Stored data:
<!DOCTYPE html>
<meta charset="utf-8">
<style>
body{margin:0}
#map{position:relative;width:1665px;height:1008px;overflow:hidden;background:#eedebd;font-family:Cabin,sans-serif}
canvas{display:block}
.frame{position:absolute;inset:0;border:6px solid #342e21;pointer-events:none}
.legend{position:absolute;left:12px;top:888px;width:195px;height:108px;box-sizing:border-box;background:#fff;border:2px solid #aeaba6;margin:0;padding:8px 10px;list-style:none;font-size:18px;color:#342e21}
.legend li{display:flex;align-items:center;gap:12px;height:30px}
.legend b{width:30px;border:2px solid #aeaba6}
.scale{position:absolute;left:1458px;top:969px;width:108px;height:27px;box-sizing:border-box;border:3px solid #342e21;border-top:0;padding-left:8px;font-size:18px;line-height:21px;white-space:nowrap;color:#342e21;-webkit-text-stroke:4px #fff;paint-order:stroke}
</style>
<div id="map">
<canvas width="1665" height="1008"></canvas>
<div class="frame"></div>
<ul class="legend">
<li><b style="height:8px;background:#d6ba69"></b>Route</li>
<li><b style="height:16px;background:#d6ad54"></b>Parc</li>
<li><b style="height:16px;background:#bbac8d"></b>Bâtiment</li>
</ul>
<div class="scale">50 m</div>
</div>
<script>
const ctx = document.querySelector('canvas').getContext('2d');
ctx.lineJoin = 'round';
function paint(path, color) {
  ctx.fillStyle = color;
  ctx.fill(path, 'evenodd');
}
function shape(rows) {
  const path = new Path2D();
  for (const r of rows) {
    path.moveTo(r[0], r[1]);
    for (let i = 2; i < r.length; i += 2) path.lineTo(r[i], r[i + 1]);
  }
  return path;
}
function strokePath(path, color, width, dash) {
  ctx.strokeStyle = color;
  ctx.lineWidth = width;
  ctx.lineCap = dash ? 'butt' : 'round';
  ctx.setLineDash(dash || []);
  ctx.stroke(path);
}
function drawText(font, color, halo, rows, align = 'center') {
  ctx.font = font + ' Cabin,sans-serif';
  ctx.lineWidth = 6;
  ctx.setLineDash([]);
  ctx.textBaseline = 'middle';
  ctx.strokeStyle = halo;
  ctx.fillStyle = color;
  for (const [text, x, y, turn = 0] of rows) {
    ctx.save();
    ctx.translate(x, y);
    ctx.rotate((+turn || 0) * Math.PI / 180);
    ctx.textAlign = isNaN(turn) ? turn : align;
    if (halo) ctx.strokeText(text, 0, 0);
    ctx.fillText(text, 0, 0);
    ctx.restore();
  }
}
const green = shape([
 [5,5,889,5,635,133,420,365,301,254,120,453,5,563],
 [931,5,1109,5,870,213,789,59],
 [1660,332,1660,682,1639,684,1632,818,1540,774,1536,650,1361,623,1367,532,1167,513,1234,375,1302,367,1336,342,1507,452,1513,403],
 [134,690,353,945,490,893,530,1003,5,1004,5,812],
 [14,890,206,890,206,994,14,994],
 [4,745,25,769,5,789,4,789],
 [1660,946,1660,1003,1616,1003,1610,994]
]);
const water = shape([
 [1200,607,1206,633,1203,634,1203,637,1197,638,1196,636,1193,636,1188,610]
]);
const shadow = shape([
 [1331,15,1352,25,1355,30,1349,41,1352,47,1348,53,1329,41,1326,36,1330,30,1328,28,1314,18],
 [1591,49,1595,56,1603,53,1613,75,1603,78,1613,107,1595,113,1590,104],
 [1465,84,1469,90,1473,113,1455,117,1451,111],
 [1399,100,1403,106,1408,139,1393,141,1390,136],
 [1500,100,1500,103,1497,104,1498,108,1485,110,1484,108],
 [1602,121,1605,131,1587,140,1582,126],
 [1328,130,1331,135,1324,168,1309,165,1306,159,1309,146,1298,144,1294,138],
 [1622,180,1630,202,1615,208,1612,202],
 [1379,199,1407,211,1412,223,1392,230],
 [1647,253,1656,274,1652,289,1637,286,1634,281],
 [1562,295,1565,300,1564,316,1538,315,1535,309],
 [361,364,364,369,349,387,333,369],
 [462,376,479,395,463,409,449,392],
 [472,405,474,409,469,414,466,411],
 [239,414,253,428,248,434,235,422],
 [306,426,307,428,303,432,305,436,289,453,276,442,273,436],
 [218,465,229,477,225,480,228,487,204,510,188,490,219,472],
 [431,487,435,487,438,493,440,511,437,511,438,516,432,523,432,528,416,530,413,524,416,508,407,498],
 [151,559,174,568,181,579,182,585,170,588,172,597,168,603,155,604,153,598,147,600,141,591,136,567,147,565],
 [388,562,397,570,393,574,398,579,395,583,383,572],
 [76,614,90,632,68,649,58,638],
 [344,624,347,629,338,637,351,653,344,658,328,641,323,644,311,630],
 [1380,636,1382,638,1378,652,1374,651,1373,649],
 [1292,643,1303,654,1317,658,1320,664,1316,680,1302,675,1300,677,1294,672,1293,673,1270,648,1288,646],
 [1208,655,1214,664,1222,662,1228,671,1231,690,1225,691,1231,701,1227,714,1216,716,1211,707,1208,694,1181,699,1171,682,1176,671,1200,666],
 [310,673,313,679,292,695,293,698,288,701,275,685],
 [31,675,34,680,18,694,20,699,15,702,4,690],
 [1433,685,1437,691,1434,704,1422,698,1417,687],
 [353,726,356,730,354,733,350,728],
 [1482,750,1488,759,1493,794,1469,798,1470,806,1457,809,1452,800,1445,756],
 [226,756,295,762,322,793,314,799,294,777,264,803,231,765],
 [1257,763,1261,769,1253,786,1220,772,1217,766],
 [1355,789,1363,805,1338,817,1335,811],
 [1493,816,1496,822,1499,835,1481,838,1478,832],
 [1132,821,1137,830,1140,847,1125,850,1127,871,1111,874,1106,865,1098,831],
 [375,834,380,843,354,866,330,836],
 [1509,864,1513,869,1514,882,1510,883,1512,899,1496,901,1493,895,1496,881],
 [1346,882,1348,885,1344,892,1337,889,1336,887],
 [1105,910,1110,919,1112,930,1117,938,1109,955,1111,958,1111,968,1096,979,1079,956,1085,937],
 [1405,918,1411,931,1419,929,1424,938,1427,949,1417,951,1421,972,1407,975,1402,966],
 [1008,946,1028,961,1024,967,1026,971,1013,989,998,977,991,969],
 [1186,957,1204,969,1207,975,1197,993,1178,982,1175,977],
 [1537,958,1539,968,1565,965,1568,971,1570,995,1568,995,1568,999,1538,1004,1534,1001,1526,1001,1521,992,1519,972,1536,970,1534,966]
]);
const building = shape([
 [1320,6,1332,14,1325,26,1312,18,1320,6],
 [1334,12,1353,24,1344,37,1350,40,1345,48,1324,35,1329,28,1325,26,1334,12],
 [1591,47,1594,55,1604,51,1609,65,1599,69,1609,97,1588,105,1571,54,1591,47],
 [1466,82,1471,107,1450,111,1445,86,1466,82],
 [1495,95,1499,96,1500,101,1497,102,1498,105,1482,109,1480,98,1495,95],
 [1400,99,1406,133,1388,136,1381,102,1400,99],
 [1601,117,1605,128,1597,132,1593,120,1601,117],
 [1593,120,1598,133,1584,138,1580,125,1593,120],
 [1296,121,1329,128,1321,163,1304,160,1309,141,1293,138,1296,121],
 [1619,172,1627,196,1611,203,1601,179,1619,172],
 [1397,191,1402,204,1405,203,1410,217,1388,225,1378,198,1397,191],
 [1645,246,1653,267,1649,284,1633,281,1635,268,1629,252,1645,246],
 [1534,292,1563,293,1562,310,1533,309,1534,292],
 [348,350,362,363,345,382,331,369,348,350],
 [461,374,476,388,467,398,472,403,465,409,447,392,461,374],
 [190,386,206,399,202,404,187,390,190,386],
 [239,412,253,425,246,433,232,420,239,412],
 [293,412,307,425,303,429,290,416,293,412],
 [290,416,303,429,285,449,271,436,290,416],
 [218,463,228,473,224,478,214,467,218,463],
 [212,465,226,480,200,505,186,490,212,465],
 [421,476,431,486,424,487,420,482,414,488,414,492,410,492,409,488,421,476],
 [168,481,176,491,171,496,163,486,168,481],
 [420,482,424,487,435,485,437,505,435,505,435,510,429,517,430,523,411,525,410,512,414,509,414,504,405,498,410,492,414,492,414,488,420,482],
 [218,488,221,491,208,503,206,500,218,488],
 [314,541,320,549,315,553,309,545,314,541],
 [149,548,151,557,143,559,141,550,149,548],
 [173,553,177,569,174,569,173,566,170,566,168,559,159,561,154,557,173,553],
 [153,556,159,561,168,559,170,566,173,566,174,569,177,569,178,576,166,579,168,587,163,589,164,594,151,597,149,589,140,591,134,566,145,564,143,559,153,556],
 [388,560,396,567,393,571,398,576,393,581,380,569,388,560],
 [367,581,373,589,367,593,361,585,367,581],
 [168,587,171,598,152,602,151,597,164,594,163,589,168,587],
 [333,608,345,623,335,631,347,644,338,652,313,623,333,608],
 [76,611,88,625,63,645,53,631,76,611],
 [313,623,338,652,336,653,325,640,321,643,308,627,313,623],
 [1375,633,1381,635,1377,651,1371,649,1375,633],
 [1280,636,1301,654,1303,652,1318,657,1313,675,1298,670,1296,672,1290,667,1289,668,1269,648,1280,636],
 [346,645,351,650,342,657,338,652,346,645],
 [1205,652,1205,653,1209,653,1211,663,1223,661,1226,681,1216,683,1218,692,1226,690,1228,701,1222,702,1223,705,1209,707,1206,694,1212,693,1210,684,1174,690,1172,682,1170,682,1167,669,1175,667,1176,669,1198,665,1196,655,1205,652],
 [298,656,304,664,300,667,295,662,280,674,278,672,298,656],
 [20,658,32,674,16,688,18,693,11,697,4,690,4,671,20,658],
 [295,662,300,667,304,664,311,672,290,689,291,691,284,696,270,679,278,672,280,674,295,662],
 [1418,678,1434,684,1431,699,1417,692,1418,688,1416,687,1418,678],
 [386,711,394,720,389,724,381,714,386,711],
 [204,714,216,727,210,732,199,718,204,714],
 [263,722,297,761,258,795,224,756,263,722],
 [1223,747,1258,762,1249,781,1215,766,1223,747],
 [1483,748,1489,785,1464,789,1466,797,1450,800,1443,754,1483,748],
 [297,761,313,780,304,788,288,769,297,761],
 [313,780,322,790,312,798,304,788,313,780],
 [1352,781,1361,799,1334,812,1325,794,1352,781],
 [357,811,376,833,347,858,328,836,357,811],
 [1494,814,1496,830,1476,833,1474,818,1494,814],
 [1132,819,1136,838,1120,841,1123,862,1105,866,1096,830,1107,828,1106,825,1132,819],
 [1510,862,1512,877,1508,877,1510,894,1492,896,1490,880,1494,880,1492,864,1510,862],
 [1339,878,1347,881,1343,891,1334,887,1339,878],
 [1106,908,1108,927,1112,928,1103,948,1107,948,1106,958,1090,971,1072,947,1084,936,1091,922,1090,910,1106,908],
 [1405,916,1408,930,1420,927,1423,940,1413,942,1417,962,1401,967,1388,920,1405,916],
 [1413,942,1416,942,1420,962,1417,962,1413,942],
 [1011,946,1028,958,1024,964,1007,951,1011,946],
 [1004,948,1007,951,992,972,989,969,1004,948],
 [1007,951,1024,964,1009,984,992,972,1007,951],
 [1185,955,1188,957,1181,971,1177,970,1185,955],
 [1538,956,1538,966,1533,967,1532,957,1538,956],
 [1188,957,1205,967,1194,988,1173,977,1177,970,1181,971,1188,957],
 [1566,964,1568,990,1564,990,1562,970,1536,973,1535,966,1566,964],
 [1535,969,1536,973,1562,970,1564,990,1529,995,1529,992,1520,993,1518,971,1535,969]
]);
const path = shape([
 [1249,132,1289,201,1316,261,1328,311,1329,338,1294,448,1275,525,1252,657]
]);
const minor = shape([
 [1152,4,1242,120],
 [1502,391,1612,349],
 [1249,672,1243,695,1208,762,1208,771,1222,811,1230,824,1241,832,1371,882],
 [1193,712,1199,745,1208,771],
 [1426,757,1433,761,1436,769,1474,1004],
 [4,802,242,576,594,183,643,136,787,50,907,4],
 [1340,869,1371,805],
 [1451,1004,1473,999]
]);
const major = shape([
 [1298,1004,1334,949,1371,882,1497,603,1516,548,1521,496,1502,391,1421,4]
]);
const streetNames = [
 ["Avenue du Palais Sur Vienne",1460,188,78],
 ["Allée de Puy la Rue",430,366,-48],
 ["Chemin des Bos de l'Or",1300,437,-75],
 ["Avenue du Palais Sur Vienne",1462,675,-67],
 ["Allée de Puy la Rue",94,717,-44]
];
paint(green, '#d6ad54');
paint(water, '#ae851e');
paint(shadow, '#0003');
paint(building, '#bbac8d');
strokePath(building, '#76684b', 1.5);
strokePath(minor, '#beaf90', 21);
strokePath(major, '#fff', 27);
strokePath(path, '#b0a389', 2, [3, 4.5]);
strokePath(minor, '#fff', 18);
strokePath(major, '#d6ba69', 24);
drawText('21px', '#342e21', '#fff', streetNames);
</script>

---

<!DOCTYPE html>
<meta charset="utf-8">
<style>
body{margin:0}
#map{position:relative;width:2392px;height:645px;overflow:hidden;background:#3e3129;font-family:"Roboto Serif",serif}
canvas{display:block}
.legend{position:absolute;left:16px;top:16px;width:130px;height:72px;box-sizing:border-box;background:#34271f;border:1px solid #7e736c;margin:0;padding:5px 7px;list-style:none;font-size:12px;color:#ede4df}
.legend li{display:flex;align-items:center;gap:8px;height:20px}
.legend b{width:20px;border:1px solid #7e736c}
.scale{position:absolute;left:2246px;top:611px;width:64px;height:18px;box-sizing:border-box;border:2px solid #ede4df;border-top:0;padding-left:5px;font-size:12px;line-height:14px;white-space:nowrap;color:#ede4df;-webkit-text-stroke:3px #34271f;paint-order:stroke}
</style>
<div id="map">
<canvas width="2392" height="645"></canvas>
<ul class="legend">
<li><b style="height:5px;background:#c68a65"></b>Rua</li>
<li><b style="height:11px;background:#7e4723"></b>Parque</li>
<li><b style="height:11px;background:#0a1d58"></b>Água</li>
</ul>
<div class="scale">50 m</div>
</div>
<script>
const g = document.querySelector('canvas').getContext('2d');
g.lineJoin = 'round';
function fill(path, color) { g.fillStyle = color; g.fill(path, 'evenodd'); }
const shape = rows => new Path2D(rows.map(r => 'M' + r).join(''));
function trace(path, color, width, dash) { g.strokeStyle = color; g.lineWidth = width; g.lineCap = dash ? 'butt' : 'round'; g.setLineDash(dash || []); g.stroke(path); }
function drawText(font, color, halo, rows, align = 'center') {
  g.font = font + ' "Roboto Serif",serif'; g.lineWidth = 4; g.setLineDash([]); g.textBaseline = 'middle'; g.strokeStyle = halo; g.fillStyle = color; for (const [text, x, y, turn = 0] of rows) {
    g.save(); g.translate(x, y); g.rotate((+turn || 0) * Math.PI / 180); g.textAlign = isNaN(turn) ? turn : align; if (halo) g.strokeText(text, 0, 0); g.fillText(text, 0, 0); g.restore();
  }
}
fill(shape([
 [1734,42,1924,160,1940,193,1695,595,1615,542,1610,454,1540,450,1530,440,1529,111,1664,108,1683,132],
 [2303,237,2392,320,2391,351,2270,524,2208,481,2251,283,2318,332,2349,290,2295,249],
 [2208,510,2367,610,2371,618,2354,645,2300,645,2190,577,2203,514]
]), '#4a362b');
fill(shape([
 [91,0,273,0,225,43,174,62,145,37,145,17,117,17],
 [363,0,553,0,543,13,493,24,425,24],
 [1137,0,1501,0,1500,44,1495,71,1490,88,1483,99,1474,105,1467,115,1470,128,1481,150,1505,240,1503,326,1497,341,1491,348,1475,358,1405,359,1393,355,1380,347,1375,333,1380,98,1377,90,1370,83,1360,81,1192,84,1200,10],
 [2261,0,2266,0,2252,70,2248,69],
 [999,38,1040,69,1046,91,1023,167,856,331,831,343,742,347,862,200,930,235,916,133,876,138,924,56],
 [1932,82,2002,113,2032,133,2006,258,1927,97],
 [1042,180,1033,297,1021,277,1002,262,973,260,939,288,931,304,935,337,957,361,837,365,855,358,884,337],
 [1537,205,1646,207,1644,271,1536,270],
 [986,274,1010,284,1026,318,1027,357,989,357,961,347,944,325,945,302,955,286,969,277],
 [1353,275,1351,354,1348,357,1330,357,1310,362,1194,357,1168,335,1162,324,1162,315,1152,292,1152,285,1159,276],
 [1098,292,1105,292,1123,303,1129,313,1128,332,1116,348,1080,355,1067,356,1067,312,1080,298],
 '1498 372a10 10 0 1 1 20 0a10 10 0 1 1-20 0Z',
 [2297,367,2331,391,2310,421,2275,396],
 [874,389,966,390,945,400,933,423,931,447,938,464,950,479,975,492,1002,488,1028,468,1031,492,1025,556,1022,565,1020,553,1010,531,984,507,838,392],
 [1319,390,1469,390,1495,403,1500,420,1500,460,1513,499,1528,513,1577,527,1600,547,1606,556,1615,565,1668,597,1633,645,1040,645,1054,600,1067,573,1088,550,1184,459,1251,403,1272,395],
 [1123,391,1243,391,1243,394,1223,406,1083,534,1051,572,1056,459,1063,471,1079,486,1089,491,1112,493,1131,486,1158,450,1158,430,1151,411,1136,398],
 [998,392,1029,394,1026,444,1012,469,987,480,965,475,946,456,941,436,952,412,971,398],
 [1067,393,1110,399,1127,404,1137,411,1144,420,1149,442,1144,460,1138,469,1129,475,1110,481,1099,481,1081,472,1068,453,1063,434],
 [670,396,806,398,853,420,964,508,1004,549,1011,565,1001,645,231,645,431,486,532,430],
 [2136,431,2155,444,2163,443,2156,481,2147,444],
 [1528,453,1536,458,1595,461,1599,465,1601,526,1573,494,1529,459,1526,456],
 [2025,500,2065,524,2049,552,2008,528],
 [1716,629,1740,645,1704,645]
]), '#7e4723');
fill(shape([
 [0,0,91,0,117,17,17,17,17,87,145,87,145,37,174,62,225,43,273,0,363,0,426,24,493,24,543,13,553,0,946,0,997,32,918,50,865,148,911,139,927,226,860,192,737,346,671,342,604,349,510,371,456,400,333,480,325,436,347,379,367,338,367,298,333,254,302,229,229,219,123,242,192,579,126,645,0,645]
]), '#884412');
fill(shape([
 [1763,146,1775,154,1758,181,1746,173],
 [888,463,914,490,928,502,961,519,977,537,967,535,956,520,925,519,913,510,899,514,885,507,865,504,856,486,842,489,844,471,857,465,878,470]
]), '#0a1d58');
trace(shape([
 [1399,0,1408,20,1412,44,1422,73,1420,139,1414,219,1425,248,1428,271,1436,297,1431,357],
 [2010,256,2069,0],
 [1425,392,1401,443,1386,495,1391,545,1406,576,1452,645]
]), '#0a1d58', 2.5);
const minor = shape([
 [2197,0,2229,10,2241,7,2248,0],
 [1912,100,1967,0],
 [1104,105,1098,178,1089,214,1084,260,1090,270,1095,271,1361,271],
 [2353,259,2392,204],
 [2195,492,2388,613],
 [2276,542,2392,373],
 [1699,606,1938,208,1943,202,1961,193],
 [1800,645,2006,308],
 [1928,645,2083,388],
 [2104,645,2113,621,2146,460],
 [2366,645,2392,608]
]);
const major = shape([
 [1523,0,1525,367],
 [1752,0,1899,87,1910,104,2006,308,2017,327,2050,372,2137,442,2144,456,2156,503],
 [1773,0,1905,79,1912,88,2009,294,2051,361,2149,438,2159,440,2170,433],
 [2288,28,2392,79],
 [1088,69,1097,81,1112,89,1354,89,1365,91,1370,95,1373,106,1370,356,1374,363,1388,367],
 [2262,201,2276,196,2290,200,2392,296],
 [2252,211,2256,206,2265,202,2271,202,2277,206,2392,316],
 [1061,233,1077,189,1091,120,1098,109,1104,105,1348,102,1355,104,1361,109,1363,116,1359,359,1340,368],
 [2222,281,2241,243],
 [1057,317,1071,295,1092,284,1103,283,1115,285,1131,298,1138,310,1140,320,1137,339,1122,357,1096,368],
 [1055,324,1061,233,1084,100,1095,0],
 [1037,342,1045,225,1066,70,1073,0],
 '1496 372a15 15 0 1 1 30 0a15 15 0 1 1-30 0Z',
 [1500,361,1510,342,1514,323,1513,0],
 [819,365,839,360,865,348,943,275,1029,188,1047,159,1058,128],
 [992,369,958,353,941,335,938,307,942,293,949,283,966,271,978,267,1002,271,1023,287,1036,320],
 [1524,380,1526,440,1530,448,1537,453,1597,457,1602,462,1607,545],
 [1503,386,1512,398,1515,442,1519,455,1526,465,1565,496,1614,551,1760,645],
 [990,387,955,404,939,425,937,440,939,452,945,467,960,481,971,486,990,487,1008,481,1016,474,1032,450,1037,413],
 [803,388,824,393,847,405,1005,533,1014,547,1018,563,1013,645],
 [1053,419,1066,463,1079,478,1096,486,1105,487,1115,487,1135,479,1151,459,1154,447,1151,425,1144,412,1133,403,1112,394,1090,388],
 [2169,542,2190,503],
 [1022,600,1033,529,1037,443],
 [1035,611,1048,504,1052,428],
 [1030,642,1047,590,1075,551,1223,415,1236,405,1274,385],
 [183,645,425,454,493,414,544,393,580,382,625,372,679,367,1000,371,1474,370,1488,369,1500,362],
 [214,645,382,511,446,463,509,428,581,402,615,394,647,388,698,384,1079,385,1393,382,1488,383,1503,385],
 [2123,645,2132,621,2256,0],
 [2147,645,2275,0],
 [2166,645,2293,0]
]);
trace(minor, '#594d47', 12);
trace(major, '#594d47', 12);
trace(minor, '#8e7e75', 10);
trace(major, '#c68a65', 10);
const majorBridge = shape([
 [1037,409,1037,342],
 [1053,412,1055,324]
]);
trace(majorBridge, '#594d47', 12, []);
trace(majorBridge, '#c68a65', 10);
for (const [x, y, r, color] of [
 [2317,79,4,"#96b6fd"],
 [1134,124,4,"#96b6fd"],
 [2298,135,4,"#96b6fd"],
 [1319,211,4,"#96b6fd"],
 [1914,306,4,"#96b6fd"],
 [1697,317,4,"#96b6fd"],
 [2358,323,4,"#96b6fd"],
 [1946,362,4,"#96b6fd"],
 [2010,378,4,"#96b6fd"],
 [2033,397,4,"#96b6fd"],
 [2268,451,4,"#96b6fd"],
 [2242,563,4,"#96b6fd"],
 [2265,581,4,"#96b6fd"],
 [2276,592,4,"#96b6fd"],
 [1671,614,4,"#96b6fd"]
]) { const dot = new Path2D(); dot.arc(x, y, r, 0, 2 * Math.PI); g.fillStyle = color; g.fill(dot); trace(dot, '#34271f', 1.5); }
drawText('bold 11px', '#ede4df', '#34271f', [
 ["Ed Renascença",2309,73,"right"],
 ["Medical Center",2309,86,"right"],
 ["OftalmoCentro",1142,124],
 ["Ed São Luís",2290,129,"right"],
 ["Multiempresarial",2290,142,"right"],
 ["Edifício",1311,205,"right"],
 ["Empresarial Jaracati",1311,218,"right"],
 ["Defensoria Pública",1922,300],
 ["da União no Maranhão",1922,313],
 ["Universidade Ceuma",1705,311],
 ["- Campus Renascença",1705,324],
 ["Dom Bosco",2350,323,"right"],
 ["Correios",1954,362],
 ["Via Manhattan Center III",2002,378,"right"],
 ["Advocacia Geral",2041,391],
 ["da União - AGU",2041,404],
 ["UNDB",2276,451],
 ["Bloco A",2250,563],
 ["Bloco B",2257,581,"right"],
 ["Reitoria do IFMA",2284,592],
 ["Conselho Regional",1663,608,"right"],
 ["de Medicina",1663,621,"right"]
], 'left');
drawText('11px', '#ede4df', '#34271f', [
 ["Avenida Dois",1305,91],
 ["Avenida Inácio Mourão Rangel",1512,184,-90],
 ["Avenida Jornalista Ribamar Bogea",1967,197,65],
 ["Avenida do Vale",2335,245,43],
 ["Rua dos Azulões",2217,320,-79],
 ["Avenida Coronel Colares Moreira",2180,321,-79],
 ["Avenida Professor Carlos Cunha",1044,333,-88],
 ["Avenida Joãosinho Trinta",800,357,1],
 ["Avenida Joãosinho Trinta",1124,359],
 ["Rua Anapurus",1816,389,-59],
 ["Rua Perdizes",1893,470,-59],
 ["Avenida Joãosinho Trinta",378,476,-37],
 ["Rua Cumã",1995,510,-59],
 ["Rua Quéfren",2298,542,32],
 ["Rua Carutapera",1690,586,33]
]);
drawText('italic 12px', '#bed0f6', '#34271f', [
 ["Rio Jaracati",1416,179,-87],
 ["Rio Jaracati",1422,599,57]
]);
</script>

> **Exercise brief**
Find the word "evenodd" in the entries above. Copy every line that has it.

> **Solved problem**
  ctx.fill(path, 'evenodd');
function fill(path, color) { g.fillStyle = color; g.fill(path, 'evenodd'); }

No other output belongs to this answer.